Production of Highly Thermostable Laccase from Penicillium spinulosum for Enhanced Delignification of Untreated Wheat Bran

Abstract

Background: Lignin confers rigidity on plant cell wall and poses a challenge to the hydrolysis of cellulose, which makes the production of biofuels from lignocellulose an overwhelming problem. This prompts a continuous search for novel ligninolytic enzymes, especially laccases for delignification of lignocellulose for improved saccharification of biomass. Objective: This study reports the production, physicochemical properties, and delignification efficiency of laccases from Penicillium and Trichoderma species on untreated wheat bran. Methods: Fungal laccases were produced using different agro residues (wheat bran, coconut shell, and palm kernel shell) as substrates in submerged fermentation. The best substrate for laccase production was determined. Physicochemical properties of crude enzymes and delignification efficiency of the laccases were determined on untreated wheat bran using pure laccase as control. Results: Wheat bran supported maximum laccase production from fungi under study. The highest laccase yield of 22.5 U/mL was obtained from P. spinulosum.
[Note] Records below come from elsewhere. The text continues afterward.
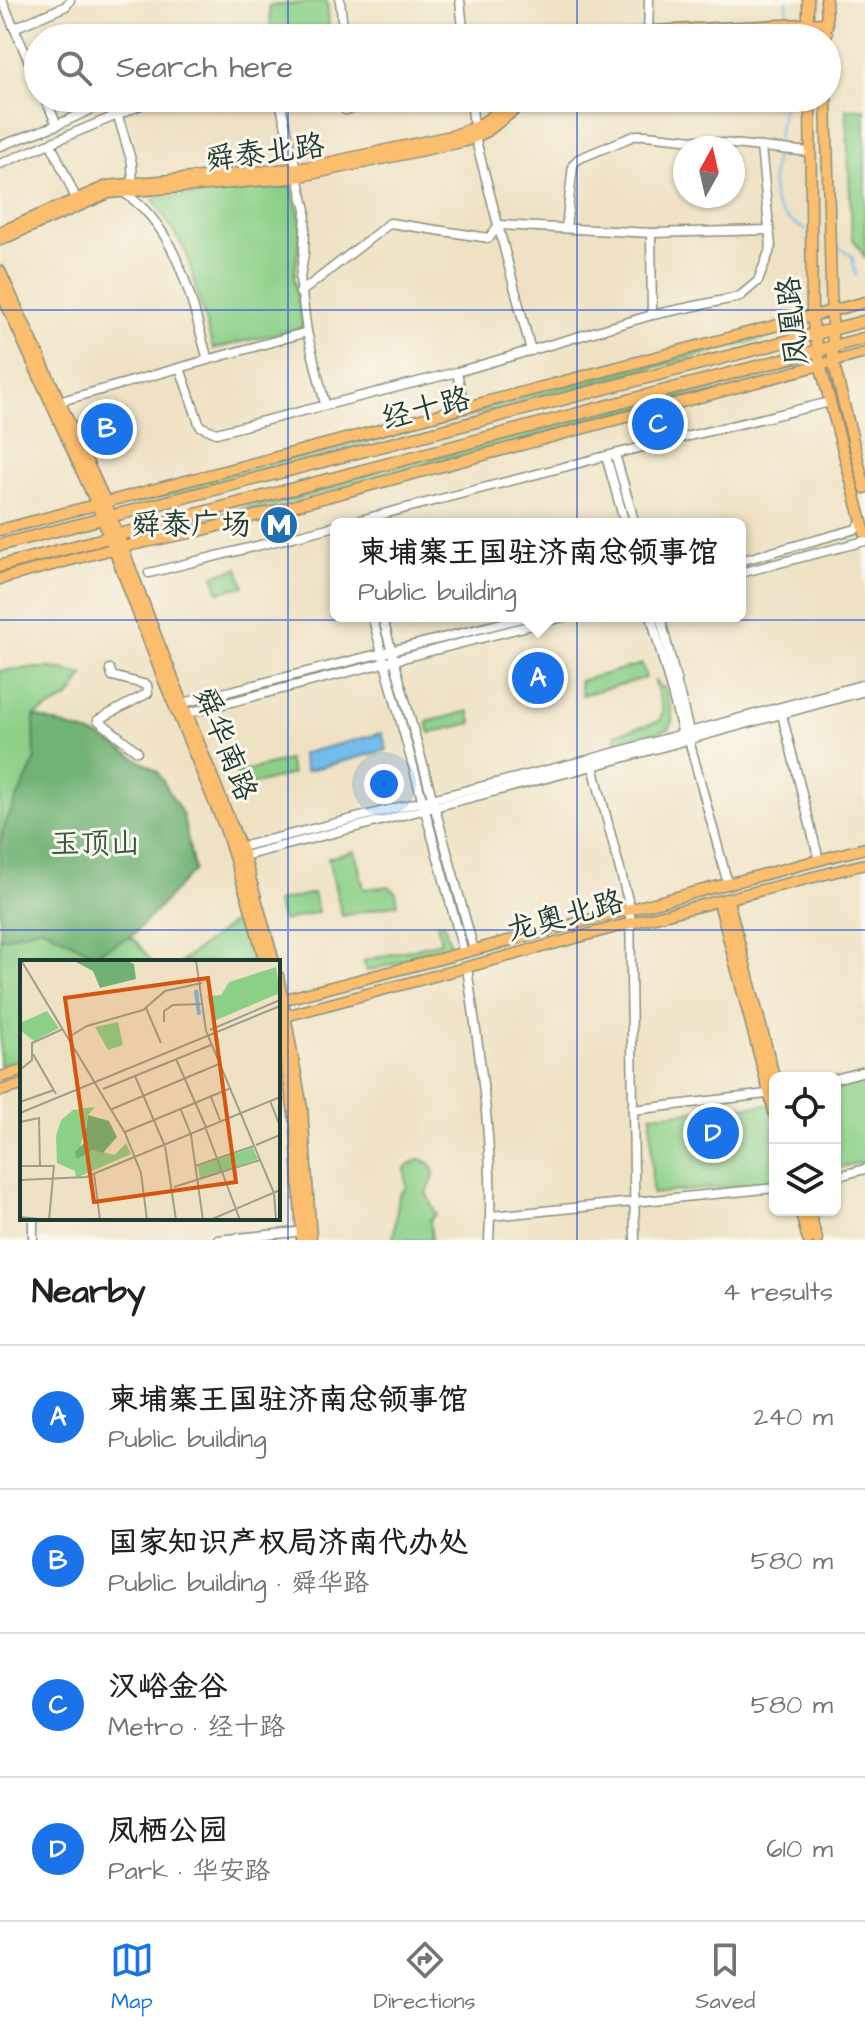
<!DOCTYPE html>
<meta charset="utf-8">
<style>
body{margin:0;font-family:"Architects Daughter","LXGW WenKai TC",sans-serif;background:#f2f2f2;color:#202124}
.controls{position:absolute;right:24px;bottom:24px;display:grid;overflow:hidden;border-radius:12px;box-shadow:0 2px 6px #0004}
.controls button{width:72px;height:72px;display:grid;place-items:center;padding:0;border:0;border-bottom:2px solid #e0e0e0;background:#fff;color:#202124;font:40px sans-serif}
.compass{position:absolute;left:673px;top:136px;width:72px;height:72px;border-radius:50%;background:#fff;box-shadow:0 2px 6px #0004;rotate:8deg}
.you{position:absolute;left:384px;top:784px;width:28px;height:28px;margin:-20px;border:6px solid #fff;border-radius:50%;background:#1a73e8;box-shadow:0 0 0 12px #1a73e833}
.badge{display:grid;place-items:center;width:52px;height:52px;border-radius:50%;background:#1a73e8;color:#fff;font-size:26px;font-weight:700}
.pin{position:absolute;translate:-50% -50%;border:4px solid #fff;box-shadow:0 2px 8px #0006}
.popup{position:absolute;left:330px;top:518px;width:416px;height:104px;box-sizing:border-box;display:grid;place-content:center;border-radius:12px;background:#fff;filter:drop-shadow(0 2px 6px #0005);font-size:26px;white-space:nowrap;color:#757577}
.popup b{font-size:30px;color:#202124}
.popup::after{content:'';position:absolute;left:50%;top:100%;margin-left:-16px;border:16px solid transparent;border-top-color:#fff}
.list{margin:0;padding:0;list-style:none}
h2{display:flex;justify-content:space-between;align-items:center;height:104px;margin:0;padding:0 32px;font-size:34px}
h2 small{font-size:26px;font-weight:400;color:#757577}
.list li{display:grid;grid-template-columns:52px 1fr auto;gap:24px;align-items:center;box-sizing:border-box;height:144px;padding:0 32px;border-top:2px solid #e0e0e0}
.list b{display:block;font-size:30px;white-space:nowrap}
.list p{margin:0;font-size:26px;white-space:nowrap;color:#757577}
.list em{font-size:26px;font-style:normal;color:#757577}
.icon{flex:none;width:44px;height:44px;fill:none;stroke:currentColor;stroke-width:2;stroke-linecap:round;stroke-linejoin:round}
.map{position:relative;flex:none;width:865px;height:1240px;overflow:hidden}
.search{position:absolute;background:#fff;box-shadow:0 2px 6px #0004;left:24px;right:24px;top:24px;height:88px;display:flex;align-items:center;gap:20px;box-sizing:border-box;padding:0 28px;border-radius:44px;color:#757577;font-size:30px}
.sheet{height:680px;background:#fff}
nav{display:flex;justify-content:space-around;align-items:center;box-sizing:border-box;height:112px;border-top:2px solid #e0e0e0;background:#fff;font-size:22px;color:#757577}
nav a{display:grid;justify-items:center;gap:4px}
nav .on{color:#1a73e8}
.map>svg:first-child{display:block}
.green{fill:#8cd088;stroke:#56865e;stroke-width:2}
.forest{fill:#71b274;stroke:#487854;stroke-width:2}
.water{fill:#73bceb;stroke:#497c90;stroke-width:2}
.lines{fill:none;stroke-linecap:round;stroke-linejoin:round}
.stream{stroke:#73bceb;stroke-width:2}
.minor-casing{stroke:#87907c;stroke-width:11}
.major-casing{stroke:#87907c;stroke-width:13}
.highway-casing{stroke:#87907c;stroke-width:14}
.minor{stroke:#fff;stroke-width:8}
.major{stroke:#fbbd6e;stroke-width:10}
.highway{stroke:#fbbd6e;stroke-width:11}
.grid{fill:none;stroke:#1d4ed8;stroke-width:2;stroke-opacity:0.55}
.labels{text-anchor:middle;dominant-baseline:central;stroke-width:6;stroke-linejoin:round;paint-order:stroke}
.street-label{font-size:30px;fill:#1f3d34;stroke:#fbf7ec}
.poi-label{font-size:30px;fill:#1f3d34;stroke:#fbf7ec;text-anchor:end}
.park-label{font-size:30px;fill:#355a45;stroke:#fbf7ec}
.inset-river{fill:none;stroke:#73bceb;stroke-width:4}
.inset-road{fill:none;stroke:#9ca08a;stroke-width:2}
.view{fill:#d45610;fill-opacity:0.15;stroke:#d45610;stroke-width:4}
.inset-edge{fill:none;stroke:#1f3d34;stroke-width:4}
</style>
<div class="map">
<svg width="865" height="1240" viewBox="0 0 865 1240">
<rect width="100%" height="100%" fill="#fbf7ec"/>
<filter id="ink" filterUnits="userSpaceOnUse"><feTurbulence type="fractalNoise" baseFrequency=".0125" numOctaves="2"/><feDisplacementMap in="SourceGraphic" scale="16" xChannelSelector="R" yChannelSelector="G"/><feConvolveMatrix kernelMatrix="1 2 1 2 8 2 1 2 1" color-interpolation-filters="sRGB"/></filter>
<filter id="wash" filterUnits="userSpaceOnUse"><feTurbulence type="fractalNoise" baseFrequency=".006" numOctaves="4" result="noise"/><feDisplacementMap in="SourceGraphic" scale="32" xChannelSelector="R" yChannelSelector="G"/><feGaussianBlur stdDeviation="1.8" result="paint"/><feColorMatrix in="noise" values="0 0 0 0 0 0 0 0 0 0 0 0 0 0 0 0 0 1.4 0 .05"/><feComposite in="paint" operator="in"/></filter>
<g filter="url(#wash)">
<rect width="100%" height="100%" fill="#efe2c4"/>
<g class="green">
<polygon points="327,1 330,38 272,38 269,6"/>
<polygon points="846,109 865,109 865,258 852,237"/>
<polygon points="292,186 302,225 294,278 303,327 213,349 186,252 153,199"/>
<polygon points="795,325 796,330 137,504 136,499"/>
<polygon points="800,361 802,366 143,540 141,535"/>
<polygon points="238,568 244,586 218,592 214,575"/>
<polygon points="642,664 646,678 582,695 579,681"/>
<polygon points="27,668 53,668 84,675 70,697 34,716 35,761 6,823 0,845 0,671"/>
<path d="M654,679L660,687H664C668,700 677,718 669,729L617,743L615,734L660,721L663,711Z"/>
<polygon points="469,711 472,723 430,733 427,722"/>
<polygon points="288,760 292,774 240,788 236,773"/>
<polygon points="355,851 364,889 389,886 396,893 398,904 342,916 328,858"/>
<polygon points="313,893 318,912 282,921 276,902"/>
<polygon points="243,915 252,962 181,962"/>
<polygon points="444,923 451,948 367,971 363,961 441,942 437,924"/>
<polygon points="41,927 95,953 128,937 135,940 152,962 22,962 22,1060 0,1066 0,939"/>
<polygon points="865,1080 865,1161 835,1169 835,1088"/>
<polygon points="775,1104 775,1182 652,1194 651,1115"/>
<path d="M419,1159C440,1163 435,1179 426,1193L436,1214L430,1220L432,1240H393L399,1195L406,1188L405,1168Z"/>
</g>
<polygon class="forest" points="34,716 103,738 157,771 183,815 194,870 133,935 95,954 41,927 0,939 0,845 6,821 35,761"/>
<polygon class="water" points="382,733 387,750 306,771 301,754"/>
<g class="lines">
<g class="stream">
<polyline points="787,0 788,21"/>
<polyline points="777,144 784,98"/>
<path d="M776,150C771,189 764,212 807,230"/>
<polyline points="834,244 852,256 856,276"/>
</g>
</g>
</g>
<g filter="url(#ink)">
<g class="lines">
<g class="minor-casing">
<g id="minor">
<polyline points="2,0 38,82"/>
<polyline points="340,0 344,38"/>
<polyline points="460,0 464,38"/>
<polyline points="14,28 66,6 70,0"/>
<polyline points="648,38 649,0"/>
<polyline points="45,98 57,125"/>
<polyline points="337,98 345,110 407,98"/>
<polyline points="471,98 475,137 531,351"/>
<polyline points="118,116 132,163 133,189"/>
<polyline points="51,144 79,205"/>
<polyline points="0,146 57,125 116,98"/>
<polyline points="0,164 158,98"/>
<path d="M121,191C178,225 191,301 208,360"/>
<polyline points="566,228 573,165 578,159 636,135 646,135 810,152"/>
<polyline points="651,233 770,230"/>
<polyline points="300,293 390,223 489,238 499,225 651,233 652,315"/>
<polyline points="307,332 325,404"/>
<polyline points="180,368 200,426 216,433 457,372 652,315 739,297 758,281 771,247 761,147"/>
<polyline points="457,372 464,407"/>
<polyline points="58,402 307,332 300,278 304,253 306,210 279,98"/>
<polyline points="615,454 635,524"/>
<polyline points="606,456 625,524"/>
<polyline points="345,524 606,456 830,402"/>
<polyline points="740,561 856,529 862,522"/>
<polyline points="149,573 336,526"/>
<polyline points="740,573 865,541"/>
<polyline points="372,616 464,953"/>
<polyline points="382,616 474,950"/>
<polyline points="651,616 683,734 689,740 728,884"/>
<polyline points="660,616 690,735"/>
<polyline points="110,669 112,676 147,685 148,693 98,720 137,751"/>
<polyline points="183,703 530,616"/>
<polyline points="188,713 567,616"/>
<polyline points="782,715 819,860"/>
<polyline points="593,766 630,908 635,1240"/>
<polyline points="241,847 591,759 865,684"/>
<polyline points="244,856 593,766 865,691"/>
<path d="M467,968C480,1058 495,1148 489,1240"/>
<polyline points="835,1079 865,1071"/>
<polyline points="633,1110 775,1093"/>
<polyline points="835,1177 865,1169"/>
<polyline points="491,1216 775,1188"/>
<polyline points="33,1240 33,1218"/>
<polyline points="218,1240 306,1231"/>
</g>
</g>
<g class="major-casing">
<g id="major">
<polyline points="808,0 808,28"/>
<polyline points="826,0 827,26"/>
<polyline points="613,38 651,31 826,23"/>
<polyline points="700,38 827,34"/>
<polyline points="810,98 812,318 821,368 865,533"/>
<polyline points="826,98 833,361 865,488"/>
<polyline points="0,232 107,186 309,167 455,135 480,125 516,98"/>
<polyline points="0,240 109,193 292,178 466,141 486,132 530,98"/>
<polyline points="0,271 106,503 156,636 244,856 274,962"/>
<polyline points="0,290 97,505 162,676 225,828 250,907 265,962"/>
<polyline points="0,530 865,302"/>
<polyline points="0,579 112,549 199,531 865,353"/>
<polyline points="728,900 775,1080"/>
<polyline points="719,902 775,1115"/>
<polyline points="278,976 302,1108 311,1240"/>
<polyline points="278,1001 865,848"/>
<polyline points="278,1014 296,1125 302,1240"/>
<polyline points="278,1018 631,923 865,864"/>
<polyline points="0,1077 22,1071"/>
<polyline points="0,1091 22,1085"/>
<polyline points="800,1210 808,1240"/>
<polyline points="809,1210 817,1240"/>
</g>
</g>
<g class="highway-casing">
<g id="highway">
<polyline points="0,545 865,321"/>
<polyline points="0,566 865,338"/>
</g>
</g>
<use href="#minor" class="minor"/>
<use href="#major" class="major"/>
<use href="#highway" class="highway"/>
</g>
</g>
<path class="grid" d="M288,0V38M577,0V38M288,98V1240M577,98V1240M0,310H865M0,620H865M0,930H865"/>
<defs>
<g id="metro-disc" transform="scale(2)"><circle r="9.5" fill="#1f6fb2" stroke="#fbf7ec"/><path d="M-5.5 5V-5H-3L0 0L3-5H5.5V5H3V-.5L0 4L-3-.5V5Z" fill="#fff"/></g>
</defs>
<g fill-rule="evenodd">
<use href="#metro-disc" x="279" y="525"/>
</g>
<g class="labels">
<g class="street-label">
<text transform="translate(265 153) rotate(-7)">舜泰北路</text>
<text transform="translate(793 321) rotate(-96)">凤凰路</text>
<text transform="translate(426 409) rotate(-14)">经十路</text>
<text transform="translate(225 744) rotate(68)">舜华南路</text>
<text transform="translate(565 916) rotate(-15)">龙奥北路</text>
</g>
<g class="poi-label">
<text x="251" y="525">舜泰广场</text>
</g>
<g class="park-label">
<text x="95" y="844">玉顶山</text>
</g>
</g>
<g transform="translate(20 960)">
<rect width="260" height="260" fill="#efe2c4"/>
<path d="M256,7L260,33L194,61L187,36L201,35L209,22ZM27,51L39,68L14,81L0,70V63ZM98,62L103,85L88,90L75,67ZM75,147L68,155L58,197L74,190L95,195L106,183L111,194L56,218L55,211L37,203L36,176L41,160L53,150ZM233,188L238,199L180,219L178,206Z" fill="#8cd088"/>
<path d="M52,0H104L114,4L116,19L80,28L73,11ZM68,155L89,161L97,177L83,193L73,190L57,199L55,192L64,183Z" fill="#71b274"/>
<path class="inset-river" d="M176,30L179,55"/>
<path class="inset-road" d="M1,0L105,173L121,213L127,260M176,0L186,71L254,233L256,260M126,48L141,83M144,62V51L153,45L182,44M190,70L260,40M47,78L67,66L123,50L145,31L182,23M13,94L36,134M156,99L186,167M0,110L12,100V83L43,69M115,116L144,184M83,129L191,85M191,137L200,160M250,141L260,166M0,142L34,130M92,149L199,104M161,150L171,175L183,260M0,153L260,46M0,162L19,158L20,207M186,169L220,260M105,172L211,128M236,185L260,175M145,186L156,260M0,206H34L29,260M175,206L234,186M74,214L80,260M0,220L66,217L260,137M154,227L240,200M0,257L30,260M190,260L260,230"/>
<path class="view" d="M188,18L216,222L74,242L45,38Z"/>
<rect width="260" height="260" class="inset-edge"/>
</g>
</svg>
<div class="controls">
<button><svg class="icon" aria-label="locate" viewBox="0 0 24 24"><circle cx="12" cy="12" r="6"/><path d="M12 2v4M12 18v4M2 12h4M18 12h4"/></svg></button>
<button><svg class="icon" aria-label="layers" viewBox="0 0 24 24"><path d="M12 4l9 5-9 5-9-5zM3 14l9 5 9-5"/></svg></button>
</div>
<svg class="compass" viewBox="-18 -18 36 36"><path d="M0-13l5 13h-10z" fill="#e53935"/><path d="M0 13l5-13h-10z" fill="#757577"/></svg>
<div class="you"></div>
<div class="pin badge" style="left:538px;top:678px">A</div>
<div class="popup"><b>柬埔寨王国驻济南总领事馆</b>Public building</div>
<div class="pin badge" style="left:107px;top:429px">B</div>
<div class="pin badge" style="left:658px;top:424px">C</div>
<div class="pin badge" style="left:713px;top:1133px">D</div>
<div class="search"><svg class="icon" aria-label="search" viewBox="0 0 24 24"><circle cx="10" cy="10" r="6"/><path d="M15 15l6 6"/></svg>Search here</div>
</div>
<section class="sheet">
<h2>Nearby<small>4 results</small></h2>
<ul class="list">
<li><span class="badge">A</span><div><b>柬埔寨王国驻济南总领事馆</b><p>Public building</p></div><em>240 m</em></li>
<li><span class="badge">B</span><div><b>国家知识产权局济南代办处</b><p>Public building · 舜华路</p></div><em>580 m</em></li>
<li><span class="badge">C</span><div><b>汉峪金谷</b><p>Metro · 经十路</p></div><em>580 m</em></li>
<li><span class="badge">D</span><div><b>凤栖公园</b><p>Park · 华安路</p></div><em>610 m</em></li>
</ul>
</section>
<nav>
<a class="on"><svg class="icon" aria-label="map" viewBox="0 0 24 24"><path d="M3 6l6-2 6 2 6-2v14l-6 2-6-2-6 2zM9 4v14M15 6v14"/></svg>Map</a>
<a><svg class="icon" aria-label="directions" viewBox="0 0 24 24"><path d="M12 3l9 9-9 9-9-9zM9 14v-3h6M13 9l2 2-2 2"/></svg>Directions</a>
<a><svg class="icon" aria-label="saved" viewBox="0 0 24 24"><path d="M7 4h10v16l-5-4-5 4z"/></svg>Saved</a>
</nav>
Laccase from P. spinulosum was optimally active at pH 7.0 and 50°C and exhibited remarkable high thermostability with 61.6% residual activity at 90°C after 2 h incubation. The activity of the thermostable enzyme was enhanced in the presence of Cu2+. Biodelignification efficiency of cell-free extract from P. spinulosum, T. koningii, and P. restrictum on wheat bran was 95%, 81.5%, and 63.5%, respectively. Surprisingly, a much lower delignification efficiency of 33.42% was obtained with commercial laccase from Trametes versicolor. Conclusion: The high thermostability and striking delignification efficiency of crude laccase from P. spinulosum make the enzyme a good bioresource for biodelignification of untreated lignocellulose for biofuel production.